Downtown Youngstown has seen tremendous change within the last several years, becoming a centre of culture, entertainment and innovation. It is now home to bars, restaurants, and the recently completed Youngstown Foundation Amphitheater. Youngstown's first new downtown hotel since 1974—the DoubleTree by Hilton—opened in 2018 in the historic Stambaugh Building with first floor commercial space including a restaurant. Several businesses, such as Turning Technologies, an education technology company, are headquartered in Downtown Youngstown.

Economy Youngstown is the site of several steel and metalworking operations, though nothing on the scale seen during the "glory days" of the "Steel Valley". The city's largest employer is Youngstown State University (YSU), an urban public campus that serves about 15,000 students, just north of downtown. The blow dealt to the community's industrial economy in the 1970s was slightly mitigated by the auto production plants in the metropolitan area. In the late 1980s, the Avanti, an automobile with a fiberglass body originally designed by Studebaker to compete with the Corvette, was manufactured in an industrial complex on Youngstown's Albert Street. This company moved away after just a few years. A mainstay of Youngstown's industrial economy has long been the GM Lordstown plant. The General Motors' Lordstown Assembly plant was the area's largest industrial employer. Once one of the nation's largest auto plants in terms of square feet, the Lordstown facility was home to production of the Chevrolet Impala, Vega, and Cavalier. It was expanded and retooled in 2002 with a new paint facility. However, this region was dealt another blow in early 2019 with the closing of Lordstown Assembly in March 2019.

The largest industrial employers within the city limits are Vallourec Star Steel Company (formerly North Star Steel), in the Brier Hill district, and Exal Corporation on Poland Avenue. The latter has recently expanded its operations.

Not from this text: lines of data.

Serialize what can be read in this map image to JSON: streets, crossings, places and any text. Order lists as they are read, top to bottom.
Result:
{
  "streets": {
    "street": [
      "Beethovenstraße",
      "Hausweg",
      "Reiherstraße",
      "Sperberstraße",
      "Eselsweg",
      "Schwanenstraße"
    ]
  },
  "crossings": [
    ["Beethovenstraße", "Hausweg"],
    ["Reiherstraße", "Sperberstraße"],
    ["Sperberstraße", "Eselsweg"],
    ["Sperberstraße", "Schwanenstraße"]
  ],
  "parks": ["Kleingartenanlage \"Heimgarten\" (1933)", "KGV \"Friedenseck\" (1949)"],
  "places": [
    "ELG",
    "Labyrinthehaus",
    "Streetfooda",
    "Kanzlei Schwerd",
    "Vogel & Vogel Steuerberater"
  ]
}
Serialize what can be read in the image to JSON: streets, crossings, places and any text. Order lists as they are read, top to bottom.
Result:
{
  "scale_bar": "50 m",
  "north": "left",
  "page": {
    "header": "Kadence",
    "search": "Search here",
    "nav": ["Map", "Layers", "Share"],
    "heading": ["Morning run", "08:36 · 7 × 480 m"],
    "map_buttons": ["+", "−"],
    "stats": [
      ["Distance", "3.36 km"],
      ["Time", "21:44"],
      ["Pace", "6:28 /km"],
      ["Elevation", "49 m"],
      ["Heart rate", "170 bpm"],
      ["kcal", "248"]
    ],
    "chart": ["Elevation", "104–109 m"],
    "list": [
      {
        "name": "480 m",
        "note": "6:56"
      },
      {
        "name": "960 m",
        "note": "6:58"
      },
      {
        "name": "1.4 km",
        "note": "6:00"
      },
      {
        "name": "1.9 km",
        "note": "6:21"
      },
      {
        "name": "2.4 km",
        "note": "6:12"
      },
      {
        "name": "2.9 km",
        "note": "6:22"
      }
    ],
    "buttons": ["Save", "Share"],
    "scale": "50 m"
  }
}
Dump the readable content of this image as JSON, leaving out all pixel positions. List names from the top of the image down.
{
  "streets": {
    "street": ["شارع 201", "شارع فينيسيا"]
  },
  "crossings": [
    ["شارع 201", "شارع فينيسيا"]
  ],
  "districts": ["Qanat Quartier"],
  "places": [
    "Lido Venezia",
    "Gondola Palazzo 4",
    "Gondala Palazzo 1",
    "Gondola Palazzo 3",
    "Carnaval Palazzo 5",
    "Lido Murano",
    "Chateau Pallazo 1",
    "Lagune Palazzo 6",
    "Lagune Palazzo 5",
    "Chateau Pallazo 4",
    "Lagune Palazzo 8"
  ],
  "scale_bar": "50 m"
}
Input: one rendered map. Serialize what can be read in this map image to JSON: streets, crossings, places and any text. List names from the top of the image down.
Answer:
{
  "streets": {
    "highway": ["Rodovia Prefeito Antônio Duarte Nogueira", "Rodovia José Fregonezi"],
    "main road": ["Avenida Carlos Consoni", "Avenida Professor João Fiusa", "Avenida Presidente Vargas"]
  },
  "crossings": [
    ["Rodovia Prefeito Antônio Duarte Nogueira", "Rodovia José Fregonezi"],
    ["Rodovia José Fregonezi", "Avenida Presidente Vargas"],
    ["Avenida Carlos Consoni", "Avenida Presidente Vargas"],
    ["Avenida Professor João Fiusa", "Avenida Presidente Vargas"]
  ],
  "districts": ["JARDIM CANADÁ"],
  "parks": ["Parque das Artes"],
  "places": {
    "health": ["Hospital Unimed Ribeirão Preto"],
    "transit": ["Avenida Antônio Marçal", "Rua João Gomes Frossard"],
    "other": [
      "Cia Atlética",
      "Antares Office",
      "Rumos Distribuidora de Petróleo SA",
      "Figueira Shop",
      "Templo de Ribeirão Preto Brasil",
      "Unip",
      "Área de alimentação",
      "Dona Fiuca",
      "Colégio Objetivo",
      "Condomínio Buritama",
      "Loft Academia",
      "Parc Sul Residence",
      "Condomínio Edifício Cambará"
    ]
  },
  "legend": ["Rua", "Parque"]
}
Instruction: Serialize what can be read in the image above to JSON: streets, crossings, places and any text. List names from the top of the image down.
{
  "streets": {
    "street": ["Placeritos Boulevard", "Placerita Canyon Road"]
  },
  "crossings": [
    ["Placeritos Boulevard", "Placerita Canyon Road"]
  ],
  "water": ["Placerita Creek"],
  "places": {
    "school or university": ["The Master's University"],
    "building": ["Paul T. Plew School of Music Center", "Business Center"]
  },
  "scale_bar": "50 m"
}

Youngstown's downtown, which once underscored the community's economic difficulties, is a site of new business growth. The Youngstown Business Incubator (YBI), in the heart of downtown, houses several start-up technology companies that have received office space, furnishings, and access to utilities. Some Incubator-supported companies have earned recognition, and a few are starting to outgrow their current space. Inc. Magazine rated one such company–Turning Technologies–as the fastest-growing privately held software company in the United States and 18th fastest-growing privately held company overall. To keep such companies downtown, the YBI secured approval to demolish a row of nearby vacant buildings to clear space for expansion. The project will be funded by a $2 million federal grant awarded in 2006. In 2014, the YBI was ranked as the number 1 university associated business incubator in the world by the Swedish UBII (University Business Incubator Index). In 2015, the YBI was the top University Associated Incubator in North America, and came in second to the Dublin Enterprise & Technology Centre, also known as the Guinness Enterprise Centre, in Dublin.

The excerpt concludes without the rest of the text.